In response, NMMA president, Thom Dammrich stated, “The EPA’s legally questionable decision to allow year-round sales of E15 needlessly puts millions of American boaters – not to mention hundreds of millions of people with chainsaws, generators, and lawnmowers – at an increased risk of misfuelling just so a powerful, politically important constituency can reap a financial windfall. NMMA is adamantly against this proposal and we encourage the administration to abandon this reckless policy.

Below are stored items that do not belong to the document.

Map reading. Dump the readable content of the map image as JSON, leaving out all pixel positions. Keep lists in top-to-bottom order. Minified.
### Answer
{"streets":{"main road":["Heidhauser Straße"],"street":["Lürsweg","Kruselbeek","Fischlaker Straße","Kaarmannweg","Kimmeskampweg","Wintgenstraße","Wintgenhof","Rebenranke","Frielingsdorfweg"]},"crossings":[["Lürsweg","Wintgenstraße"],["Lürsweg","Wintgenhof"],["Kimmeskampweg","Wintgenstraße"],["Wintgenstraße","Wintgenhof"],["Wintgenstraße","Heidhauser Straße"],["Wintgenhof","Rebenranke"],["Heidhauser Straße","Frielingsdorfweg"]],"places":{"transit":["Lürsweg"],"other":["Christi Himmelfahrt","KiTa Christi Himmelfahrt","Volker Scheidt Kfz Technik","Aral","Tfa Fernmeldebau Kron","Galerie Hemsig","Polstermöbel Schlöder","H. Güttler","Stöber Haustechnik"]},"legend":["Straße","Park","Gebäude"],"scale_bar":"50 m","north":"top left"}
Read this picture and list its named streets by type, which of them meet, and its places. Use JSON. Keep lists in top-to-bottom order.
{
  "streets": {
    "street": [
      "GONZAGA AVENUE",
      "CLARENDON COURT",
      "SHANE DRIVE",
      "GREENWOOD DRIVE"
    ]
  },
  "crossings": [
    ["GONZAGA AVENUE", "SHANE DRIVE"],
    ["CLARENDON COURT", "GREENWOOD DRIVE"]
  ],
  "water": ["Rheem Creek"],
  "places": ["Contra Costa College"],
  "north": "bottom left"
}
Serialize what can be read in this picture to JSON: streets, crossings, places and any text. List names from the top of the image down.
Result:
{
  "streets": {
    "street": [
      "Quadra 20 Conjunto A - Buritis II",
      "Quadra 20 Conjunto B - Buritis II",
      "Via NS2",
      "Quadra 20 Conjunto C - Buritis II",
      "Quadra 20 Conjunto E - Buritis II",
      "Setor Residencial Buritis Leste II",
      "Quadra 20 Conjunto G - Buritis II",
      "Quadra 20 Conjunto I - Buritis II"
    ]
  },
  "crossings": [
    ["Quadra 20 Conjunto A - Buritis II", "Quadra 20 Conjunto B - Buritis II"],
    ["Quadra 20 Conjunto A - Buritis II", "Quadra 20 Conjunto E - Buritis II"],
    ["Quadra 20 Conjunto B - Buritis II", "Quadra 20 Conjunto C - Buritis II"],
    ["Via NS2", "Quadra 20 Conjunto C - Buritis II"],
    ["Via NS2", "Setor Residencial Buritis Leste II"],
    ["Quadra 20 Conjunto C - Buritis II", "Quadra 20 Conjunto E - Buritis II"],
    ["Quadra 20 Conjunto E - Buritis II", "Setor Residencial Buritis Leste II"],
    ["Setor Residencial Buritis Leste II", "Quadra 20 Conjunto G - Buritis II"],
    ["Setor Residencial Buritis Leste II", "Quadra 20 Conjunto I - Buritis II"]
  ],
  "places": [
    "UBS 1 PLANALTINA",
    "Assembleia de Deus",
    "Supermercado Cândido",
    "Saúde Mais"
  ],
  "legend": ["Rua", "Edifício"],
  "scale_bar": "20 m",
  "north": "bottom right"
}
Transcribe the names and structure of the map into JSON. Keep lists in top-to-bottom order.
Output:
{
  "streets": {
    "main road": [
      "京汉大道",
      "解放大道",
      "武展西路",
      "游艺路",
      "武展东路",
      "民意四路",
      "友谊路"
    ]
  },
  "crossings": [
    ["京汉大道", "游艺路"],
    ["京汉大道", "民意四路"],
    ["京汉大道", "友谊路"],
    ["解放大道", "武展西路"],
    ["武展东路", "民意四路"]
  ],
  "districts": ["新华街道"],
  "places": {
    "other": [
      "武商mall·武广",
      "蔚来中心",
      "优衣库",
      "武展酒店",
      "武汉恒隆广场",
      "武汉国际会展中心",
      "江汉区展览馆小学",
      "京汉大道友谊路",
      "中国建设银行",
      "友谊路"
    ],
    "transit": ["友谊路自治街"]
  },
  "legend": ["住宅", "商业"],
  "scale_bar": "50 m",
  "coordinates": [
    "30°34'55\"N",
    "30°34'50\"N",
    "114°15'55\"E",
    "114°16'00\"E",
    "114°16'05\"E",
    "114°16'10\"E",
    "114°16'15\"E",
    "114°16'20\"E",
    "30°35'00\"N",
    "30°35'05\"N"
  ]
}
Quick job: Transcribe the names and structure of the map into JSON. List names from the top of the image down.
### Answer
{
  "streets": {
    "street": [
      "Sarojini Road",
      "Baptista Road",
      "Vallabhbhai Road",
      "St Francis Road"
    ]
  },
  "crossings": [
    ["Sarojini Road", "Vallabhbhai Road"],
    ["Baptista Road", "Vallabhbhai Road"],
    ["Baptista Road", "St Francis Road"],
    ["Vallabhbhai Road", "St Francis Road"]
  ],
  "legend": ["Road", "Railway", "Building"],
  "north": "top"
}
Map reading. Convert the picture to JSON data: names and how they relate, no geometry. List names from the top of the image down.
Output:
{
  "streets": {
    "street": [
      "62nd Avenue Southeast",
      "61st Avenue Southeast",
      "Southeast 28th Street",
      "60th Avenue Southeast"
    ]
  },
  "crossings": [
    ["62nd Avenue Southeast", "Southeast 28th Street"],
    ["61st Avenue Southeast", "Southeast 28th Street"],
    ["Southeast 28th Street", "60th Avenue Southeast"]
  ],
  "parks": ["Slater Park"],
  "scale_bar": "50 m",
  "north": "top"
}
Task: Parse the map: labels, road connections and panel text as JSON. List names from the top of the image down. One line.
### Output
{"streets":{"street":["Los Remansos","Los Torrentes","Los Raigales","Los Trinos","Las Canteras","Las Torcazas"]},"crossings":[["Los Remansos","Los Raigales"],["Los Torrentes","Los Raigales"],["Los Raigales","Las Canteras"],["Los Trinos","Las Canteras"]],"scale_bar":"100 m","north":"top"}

“It is a fact that when E15 is used in a wide range of smaller and older engines, it wreaks havoc on these types of power sources – which is why NMMA and an overwhelming majority of stakeholders are staunchly opposed to expanding the availability of E15. The government is similarly aware of E15’s shortcomings considering federal law prohibits the fuel’s use in marine and other off-road engines. But unfortunately, as our industry has repeatedly witnessed, EPA’s efforts to inform the public about the dangers of E15 are woefully inadequate, leading to consumers using incompatible fuels that destroy their products.
“While EPA’s decision to leave the door open for additional consumer education and protection measures is welcome news, it’s alarming that they are not convinced such efforts are needed without further debate. Just last week, the Outdoor Power Equipment Institute released a study showing misfuelling is on the rise, with more than 3 in 5 Americans mistakenly assuming that any gas sold at gas stations is safe for all of their products – proving that the only debate over additional consumer safeguards is how many more we need at the pump.
“Our nation’s boaters shouldn’t have to compromise their safety to enjoy time on the water, and the EPA should aim to protect consumers – not put them in jeopardy. We look forward to working with the agency and other policymakers to provide needed consumer safeguards from misfuelling – including labeling standards, consumer education, and keypad confirmation – and ensure boaters and all consumers have a safe and reliable fuel supply.”
NMMA will continue to monitor the regulatory change and will submit comments to EPA in the coming weeks. For more information, please contact NMMA senior vice president of government relations and legal affairs, Nicole Vasilaros at firstname.lastname@example.org or NMMA director of federal government affairs, Callie Hoyt at email@example.com.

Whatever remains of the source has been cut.